SOURCE: The Hollywood Reporter
The dialogue's so cliched it sounds like it's been translated from another language (“I would rather have been killed by that beast than rescued by a half-breed!” intones one of the ronin). The strange pacing speaks of reshoots, inserts and trouble behind the scenes. Meanwhile, Reeves' particularly brand of sleepy handsomeness isn't enough to fill the gaps, and he barely has anything to do, so we're left with a bunch of Japan's finest actors speaking broken English like they're reading from cue cards. It couldn't be more stilted if the cast were actually on stilts. Which, given the circumstances, wouldn't seem that weird. "I will search for you through 1,000 worlds and 10,000 lifetimes!" Reeves promises his beloved.

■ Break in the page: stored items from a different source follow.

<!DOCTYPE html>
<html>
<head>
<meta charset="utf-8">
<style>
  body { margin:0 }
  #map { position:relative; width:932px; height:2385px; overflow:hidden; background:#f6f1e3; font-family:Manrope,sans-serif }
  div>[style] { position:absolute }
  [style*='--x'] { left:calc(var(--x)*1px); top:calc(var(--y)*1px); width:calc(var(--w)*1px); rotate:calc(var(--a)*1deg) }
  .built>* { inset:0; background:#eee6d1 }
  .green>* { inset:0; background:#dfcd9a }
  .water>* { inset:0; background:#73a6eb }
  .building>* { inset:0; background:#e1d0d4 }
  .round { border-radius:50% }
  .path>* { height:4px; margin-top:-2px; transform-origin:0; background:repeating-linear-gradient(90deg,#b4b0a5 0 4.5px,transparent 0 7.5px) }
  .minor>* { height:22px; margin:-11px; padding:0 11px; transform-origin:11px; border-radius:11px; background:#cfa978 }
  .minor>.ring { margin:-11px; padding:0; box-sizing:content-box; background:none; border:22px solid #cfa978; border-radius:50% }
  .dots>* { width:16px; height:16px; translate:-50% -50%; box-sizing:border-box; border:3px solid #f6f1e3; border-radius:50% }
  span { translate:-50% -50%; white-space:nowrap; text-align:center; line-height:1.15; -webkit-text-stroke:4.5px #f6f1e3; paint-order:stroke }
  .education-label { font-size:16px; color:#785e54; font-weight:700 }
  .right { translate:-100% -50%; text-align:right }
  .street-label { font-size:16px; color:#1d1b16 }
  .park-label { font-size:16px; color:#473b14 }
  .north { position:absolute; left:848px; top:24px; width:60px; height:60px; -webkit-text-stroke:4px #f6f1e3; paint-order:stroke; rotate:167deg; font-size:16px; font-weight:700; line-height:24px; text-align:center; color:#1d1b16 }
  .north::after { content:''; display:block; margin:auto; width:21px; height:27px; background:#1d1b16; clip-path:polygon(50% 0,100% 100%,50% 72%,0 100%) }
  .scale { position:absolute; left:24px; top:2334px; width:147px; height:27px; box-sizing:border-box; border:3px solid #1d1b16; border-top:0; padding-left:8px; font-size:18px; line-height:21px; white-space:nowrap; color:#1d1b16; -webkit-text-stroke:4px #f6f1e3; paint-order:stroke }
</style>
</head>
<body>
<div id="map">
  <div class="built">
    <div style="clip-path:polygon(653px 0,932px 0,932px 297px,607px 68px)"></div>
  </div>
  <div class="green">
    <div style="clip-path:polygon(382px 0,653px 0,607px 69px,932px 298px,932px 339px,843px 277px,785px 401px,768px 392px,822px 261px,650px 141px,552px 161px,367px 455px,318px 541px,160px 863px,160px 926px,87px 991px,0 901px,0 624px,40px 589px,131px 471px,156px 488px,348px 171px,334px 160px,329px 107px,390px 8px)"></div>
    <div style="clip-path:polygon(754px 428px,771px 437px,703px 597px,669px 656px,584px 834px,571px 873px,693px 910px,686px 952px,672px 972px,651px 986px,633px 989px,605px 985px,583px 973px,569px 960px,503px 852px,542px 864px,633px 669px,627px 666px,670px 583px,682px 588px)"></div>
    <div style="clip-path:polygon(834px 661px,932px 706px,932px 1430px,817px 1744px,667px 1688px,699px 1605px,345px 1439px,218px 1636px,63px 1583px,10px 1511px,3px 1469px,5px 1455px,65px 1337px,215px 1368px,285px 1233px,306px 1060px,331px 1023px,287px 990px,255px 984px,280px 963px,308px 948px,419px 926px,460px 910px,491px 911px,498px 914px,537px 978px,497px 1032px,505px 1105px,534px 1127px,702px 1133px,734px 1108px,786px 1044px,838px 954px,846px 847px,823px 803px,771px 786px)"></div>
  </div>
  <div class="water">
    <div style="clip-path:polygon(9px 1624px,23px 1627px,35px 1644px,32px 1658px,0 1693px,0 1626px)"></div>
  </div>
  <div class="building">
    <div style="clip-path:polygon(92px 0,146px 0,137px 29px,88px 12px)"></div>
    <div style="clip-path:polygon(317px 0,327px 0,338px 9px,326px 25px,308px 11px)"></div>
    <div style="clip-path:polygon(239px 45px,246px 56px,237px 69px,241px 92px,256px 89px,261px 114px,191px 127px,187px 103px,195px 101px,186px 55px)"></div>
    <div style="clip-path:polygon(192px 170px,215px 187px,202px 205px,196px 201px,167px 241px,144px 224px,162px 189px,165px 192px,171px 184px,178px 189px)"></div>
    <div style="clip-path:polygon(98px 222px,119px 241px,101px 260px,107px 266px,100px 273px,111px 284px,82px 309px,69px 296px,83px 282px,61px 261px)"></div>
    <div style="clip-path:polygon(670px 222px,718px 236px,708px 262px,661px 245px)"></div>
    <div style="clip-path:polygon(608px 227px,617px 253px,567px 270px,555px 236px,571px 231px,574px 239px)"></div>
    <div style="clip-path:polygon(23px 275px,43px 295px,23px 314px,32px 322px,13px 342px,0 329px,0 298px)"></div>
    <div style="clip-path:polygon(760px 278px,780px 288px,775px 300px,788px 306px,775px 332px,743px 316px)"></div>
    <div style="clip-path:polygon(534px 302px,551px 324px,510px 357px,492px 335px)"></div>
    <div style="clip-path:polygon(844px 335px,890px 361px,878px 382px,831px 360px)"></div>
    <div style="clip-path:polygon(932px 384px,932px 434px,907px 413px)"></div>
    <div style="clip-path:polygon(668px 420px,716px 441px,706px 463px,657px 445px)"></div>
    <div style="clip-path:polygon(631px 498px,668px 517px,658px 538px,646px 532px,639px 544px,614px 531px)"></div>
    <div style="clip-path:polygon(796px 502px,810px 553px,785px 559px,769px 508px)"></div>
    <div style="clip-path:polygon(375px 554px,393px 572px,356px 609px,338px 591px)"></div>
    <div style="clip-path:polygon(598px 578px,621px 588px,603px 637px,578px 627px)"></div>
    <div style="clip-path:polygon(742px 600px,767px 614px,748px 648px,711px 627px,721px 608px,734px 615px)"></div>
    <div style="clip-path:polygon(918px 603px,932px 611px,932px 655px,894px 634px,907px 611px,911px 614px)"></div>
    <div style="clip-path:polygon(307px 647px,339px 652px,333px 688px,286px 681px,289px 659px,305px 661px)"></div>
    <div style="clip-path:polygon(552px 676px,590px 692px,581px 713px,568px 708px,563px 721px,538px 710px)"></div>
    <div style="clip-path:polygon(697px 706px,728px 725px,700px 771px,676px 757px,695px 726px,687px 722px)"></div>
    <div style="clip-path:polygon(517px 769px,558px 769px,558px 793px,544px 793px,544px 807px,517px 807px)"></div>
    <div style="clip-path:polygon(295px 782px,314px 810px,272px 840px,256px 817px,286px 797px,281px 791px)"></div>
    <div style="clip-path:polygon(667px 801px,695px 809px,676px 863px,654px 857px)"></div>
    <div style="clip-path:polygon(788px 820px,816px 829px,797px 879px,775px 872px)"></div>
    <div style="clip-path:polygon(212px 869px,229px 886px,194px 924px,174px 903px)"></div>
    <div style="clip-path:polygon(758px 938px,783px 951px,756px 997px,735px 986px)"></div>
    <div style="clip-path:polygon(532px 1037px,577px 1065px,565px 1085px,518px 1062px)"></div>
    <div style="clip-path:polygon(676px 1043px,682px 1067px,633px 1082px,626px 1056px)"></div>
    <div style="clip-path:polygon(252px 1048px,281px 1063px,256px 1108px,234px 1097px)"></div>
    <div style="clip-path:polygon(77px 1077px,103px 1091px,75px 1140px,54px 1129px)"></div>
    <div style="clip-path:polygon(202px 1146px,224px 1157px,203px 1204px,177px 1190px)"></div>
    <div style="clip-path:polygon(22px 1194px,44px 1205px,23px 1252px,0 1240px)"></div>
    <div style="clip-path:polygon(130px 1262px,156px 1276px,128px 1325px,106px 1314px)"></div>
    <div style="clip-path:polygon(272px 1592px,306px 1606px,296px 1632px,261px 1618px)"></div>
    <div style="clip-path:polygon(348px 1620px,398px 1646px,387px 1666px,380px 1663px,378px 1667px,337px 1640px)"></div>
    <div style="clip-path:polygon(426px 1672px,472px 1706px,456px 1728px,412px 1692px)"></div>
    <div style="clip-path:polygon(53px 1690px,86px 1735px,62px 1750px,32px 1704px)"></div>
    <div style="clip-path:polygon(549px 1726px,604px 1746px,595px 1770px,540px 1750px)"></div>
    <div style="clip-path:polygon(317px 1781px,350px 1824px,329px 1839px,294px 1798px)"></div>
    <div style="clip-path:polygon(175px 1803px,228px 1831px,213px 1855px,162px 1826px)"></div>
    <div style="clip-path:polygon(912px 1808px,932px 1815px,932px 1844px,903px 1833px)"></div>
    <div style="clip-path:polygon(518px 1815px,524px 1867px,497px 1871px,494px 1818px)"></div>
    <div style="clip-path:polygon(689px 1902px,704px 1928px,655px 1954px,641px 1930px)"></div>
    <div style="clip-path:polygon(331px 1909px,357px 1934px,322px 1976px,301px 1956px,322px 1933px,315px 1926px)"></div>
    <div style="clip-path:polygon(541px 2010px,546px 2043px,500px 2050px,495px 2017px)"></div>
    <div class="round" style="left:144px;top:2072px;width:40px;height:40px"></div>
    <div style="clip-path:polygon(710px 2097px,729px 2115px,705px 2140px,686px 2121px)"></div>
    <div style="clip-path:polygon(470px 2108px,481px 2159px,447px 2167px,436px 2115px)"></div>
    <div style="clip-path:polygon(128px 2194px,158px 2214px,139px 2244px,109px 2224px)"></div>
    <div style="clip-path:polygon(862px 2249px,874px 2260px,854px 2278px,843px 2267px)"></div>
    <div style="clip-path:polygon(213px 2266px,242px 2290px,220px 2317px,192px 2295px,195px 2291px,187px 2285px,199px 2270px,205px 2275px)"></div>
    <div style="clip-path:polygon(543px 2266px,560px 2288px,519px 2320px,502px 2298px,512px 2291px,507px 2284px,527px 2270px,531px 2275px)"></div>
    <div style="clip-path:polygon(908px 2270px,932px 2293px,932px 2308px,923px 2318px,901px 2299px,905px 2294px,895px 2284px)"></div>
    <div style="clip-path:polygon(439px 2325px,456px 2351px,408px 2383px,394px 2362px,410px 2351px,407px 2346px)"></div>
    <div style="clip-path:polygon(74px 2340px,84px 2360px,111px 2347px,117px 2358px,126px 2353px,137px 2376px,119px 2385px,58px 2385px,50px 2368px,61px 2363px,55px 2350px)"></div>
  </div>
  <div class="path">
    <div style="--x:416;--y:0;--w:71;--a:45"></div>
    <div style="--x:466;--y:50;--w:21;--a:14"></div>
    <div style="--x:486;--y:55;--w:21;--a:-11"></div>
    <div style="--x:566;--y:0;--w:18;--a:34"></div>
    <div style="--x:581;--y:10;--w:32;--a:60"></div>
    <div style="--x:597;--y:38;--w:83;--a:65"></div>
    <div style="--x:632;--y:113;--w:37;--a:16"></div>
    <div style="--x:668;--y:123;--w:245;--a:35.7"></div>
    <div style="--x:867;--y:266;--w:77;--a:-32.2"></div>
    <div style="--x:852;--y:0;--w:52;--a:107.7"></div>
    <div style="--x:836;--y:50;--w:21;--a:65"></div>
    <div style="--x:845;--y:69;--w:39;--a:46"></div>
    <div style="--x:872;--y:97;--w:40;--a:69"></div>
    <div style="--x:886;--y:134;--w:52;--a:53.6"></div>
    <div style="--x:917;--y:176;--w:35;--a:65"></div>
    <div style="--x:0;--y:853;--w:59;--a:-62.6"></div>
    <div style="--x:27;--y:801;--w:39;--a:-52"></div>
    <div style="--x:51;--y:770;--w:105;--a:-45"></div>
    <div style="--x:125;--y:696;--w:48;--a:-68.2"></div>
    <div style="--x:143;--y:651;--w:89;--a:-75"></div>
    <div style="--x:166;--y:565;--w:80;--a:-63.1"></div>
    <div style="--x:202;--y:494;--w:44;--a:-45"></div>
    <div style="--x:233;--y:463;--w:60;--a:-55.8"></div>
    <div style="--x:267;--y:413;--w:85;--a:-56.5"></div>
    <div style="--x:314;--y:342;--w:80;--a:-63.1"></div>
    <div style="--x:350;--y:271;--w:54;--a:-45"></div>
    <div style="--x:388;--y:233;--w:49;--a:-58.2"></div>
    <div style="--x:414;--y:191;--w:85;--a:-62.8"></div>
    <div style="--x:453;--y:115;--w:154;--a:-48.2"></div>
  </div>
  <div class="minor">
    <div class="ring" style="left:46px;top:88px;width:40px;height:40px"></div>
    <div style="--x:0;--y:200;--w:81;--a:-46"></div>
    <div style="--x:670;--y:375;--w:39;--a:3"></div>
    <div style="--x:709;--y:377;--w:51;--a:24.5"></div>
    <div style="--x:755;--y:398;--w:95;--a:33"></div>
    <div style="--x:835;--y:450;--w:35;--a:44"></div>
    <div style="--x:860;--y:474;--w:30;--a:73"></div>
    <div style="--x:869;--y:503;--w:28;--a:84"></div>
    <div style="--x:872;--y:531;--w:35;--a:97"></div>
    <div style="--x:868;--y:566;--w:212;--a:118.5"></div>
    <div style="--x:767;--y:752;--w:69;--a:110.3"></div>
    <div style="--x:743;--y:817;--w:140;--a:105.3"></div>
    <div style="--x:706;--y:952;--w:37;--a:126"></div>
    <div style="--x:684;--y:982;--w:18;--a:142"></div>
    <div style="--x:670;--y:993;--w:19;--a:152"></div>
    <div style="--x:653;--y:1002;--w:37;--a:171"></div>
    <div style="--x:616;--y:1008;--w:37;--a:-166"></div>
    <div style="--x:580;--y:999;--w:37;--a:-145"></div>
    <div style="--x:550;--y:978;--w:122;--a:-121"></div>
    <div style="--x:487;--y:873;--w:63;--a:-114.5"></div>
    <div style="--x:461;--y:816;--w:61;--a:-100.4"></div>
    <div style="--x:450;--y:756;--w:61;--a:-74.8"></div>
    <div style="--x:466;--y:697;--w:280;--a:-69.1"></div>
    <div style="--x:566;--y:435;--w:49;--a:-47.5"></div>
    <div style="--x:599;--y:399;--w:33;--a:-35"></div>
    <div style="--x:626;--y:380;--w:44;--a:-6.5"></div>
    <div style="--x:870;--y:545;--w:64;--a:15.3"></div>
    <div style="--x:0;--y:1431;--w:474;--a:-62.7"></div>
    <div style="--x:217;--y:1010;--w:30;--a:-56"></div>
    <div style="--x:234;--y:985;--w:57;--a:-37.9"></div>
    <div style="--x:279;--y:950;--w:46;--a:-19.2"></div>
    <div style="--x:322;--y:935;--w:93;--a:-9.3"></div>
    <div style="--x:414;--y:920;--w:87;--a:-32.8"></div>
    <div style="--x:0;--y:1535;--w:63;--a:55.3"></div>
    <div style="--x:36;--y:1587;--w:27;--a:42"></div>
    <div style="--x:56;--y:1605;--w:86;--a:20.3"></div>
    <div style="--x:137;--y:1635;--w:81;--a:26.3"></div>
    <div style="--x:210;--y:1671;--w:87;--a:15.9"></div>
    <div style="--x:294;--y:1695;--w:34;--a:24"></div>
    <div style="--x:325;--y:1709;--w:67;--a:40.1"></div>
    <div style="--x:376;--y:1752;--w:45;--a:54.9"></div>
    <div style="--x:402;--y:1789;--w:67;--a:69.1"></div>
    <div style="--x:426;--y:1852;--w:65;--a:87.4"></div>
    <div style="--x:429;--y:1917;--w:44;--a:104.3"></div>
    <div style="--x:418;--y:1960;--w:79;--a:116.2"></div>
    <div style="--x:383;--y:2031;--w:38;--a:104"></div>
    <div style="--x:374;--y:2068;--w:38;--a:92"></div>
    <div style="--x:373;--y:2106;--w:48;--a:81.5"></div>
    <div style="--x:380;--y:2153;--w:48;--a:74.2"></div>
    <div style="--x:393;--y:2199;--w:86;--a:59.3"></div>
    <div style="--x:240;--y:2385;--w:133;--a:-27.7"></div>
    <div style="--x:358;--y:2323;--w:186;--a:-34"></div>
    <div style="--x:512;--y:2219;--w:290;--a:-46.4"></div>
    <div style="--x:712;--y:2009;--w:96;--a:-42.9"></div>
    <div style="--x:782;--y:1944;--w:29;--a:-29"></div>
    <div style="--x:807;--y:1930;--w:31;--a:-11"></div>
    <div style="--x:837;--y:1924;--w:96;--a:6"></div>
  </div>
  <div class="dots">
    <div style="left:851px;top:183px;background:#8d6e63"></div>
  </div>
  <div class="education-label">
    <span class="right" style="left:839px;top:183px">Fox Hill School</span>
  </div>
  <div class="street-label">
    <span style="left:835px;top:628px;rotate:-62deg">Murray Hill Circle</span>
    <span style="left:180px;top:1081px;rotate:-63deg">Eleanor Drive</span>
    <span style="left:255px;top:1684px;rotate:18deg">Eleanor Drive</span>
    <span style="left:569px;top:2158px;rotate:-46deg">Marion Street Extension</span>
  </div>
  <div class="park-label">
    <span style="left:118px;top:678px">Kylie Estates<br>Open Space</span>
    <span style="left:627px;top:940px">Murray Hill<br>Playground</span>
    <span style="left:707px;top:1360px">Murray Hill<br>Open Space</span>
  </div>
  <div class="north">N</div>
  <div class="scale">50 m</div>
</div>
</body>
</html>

Anyone who sits all the way through this glossy folly will know exactly how that feels.
SOURCE: Total Film
It's hard to care about any of the other playershowever, since the movie is intent on showcasing Kai, who we learn has special powers. Though Reeves' moves are strikingly lithe — showing no evidence of his 49 years — he comes across as stilted and bland in a role in which he's meant to be a tortured hero. While the painted backdrops and locations are stunning, the whole thing seems more like a video game instead of a grand epic. The film opens with the premise: "To know the story of the 47 Ronin is to know the story of Japan. " Alas, this plodding reimagining does not come close to fulfilling its promise.
SOURCE: USA Today
In Japan, the story of the 47 ronin is so central to the country’s national identity that a special word exists for the act of retelling it: Chushingura. But despite this long tradition of flexible reinterpretation, the Hollywood-backed “47 Ronin” takes such liberties with the underlying legend that a different term comes to mind, one better suited to American actor Keanu Reeves’ involvement: “bogus.” So far, Japanese audiences have been slow to embrace a CG-heavy version of the story that offers Keanu as a previously unsung “half-breed” accomplice. Meanwhile, domestic crowds are being deliberately misled to think he’s the star — a high-stakes bait-and-switch sure to backfire on this narratively stiff but compositionally dazzling production when it opens Dec. 25 in the U.S.